_RECORD SET_

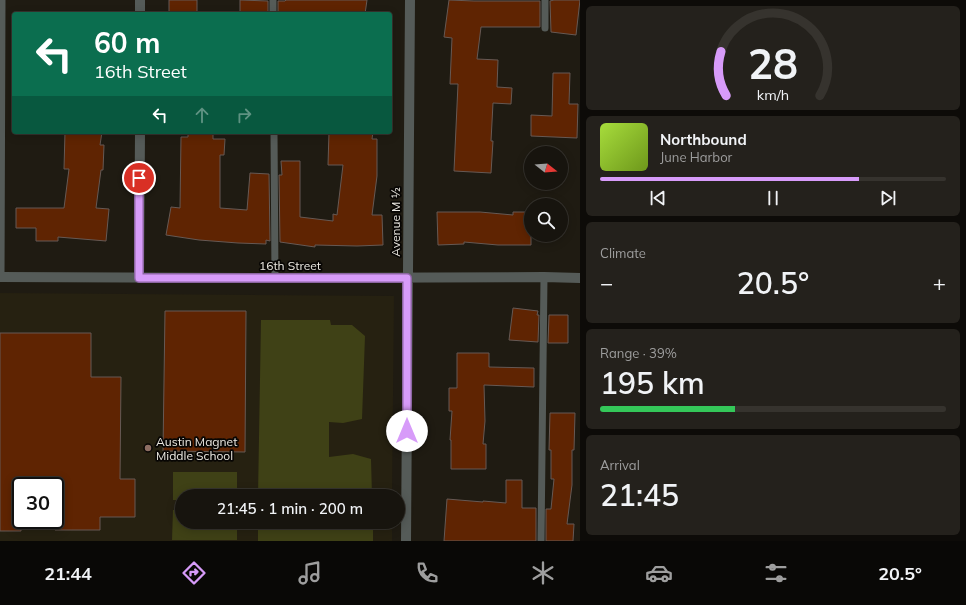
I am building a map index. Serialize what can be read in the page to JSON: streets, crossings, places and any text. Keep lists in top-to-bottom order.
{
  "streets": {
    "street": ["Avenue M ½", "16th Street"]
  },
  "crossings": [
    ["Avenue M ½", "16th Street"]
  ],
  "places": ["Austin Magnet Middle School"],
  "north": "right",
  "page": {
    "turn": ["60 m", "16th Street"],
    "song": ["Northbound", "June Harbor"],
    "tile": [
      "Climate",
      ["Range · 39%", "195 km"],
      ["Arrival", "21:45"]
    ],
    "heat": ["−", "20.5°", "+"],
    "limit": "30",
    "trip": "21:45 · 1 min · 200 m",
    "tabs": ["21:44", "20.5°"],
    "gauge": ["28", "km/h"]
  }
}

_PROBLEM TO WORK ON_
Transcribe all records verbatim, no pictures.

_RESPONSE FOR THIS EXERCISE_
I am building a map index. Serialize what can be read in the page to JSON: streets, crossings, places and any text. Keep lists in top-to-bottom order.
{
  "streets": {
    "street": ["Avenue M ½", "16th Street"]
  },
  "crossings": [
    ["Avenue M ½", "16th Street"]
  ],
  "places": ["Austin Magnet Middle School"],
  "north": "right",
  "page": {
    "turn": ["60 m", "16th Street"],
    "song": ["Northbound", "June Harbor"],
    "tile": [
      "Climate",
      ["Range · 39%", "195 km"],
      ["Arrival", "21:45"]
    ],
    "heat": ["−", "20.5°", "+"],
    "limit": "30",
    "trip": "21:45 · 1 min · 200 m",
    "tabs": ["21:44", "20.5°"],
    "gauge": ["28", "km/h"]
  }
}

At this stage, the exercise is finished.